The cell × gene matrix lives in LanceDB as one row per gene with sparse (cell_idx, value) columns. The critical access pattern in a single-cell atlas is "colour the UMAP by gene X", which is an O(1) row read against a gene-major store instead of a column slice through millions of cells. The same Lance files hold IVF-PQ vector indexes for cell- and gene-similarity k-NN queries.

If your project ships a wide matrix alongside the primary matrix (see input.matrices), the expression routes fall back to the wider matrix when the user queries a gene that's missing from the primary panel.

DuckDB — every non-expression table

Everything that isn't expression — cells, donors, genes, DE comparisons + results, hdWGCNA modules, CellChat networks, Milo neighbourhoods, pseudobulk pre-compute — lives in a single embedded DuckDB file: data/duckdb/atlas.duckdb.

DuckDB gives us:

  • Sub-second columnar SQL aggregates against millions of rows.
  • No separate database server to manage, no port to expose.
  • A single file you can rsync to the deploy target alongside the Lance directories.

Module ingest writes parquet under data/parquet/<module>/; the orchestrator then runs a CREATE OR REPLACE TABLE … AS SELECT * FROM read_parquet(...) per module. The DuckDB file is rebuilt every ingest (no in-place migrations).

Static coords — pre-baked Arrow

data/static/coords_*.arrow holds the UMAP projection as Apache Arrow IPC, one file per matrix. The frontend pulls the file once at boot — no round-trip per zoom or pan.

Serving layer — FastAPI app factory + module mounting

stellar.backend.app.create_app(config, project_root, modules) is a factory that returns a fresh FastAPI instance:

app = FastAPI(title=config.project.title, openapi_url=None)

# Always-on core routes (mounted under /api):
#   /api/config, /api/describe, /api/genes, /api/embedding/coords,
#   /api/embedding/expression, /api/embedding/colorby, …
app.include_router(core_routes.router, prefix="/api")

# For every module enabled in stellar.yaml:
for module in enabled_modules(config):
    router = module.routes()
    if router is not None:
        app.include_router(router, prefix="/api")

# The SPA is mounted at config.project.base_url, with /assets/ for hashed
# bundle output.
_mount_frontend(app)

A module that isn't enabled isn't mounted — no runtime branching, no unused routes in the OpenAPI surface, no import of its dependencies.

The factory is the only place that knows the difference between core and module routes. Anything else operates on the assembled FastAPI instance.
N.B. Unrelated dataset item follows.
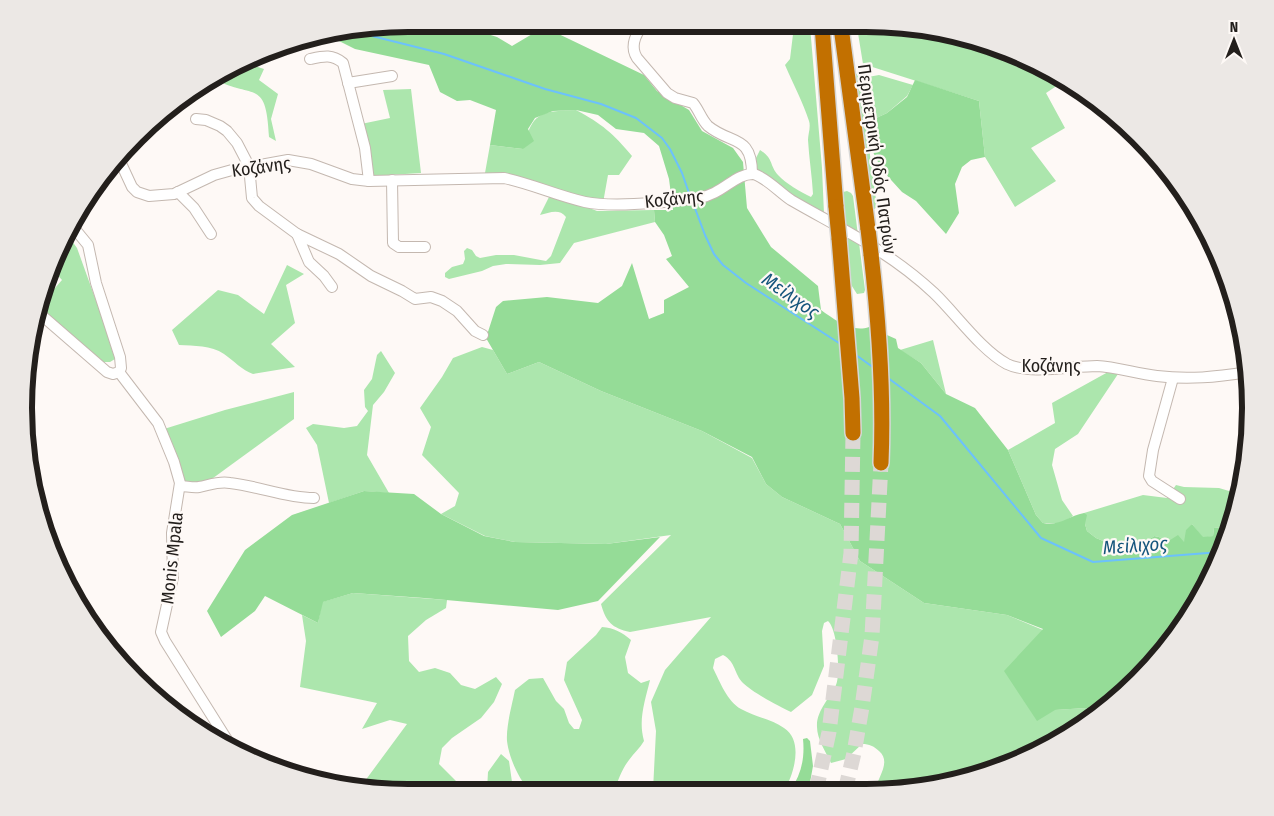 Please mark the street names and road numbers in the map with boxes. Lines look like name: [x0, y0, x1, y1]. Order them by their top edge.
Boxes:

Frontend — one compiled bundle, config-driven nav

The SPA ships pre-built in the wheel. There is no per-project React build at deploy time — stellar build-frontend is needed only when you want to rebuild against a different base_url or change the SPA source.

At boot the SPA fetches GET /api/config and reads:

  • project.title, branding.primary_color, branding.logo — header
  • theme
  • modules.<name>.enabled — which tabs to render
  • tabs[*] — the frontend_tabs() output from every enabled module, merged + sorted by order

Modules that aren't enabled contribute no tabs and no nav entries. Adding a new module is therefore a server-side change only — the SPA needs no rebuild as long as the module's tab definition points at an existing frontend route (or a stock module-tab component).

Lifecycle summary

CLI command What it does
stellar init <slug> Scaffold stellar.yaml + data/raw/ skeleton
stellar ingest Orchestrator runs core ingest + every enabled module's ingest()
stellar build-frontend Vite build of the React SPA (only needed for non-default base_url)
stellar serve Uvicorn on :18901 against the app factory
stellar deploy rsync dist/ + static artefacts to the deploy target
stellar doctor Validate stellar.yaml against the data directory

The contract is: the same package code serves every project. No per-project Python forks; no per-project frontend forks; differences live in stellar.yaml and the contents of data/.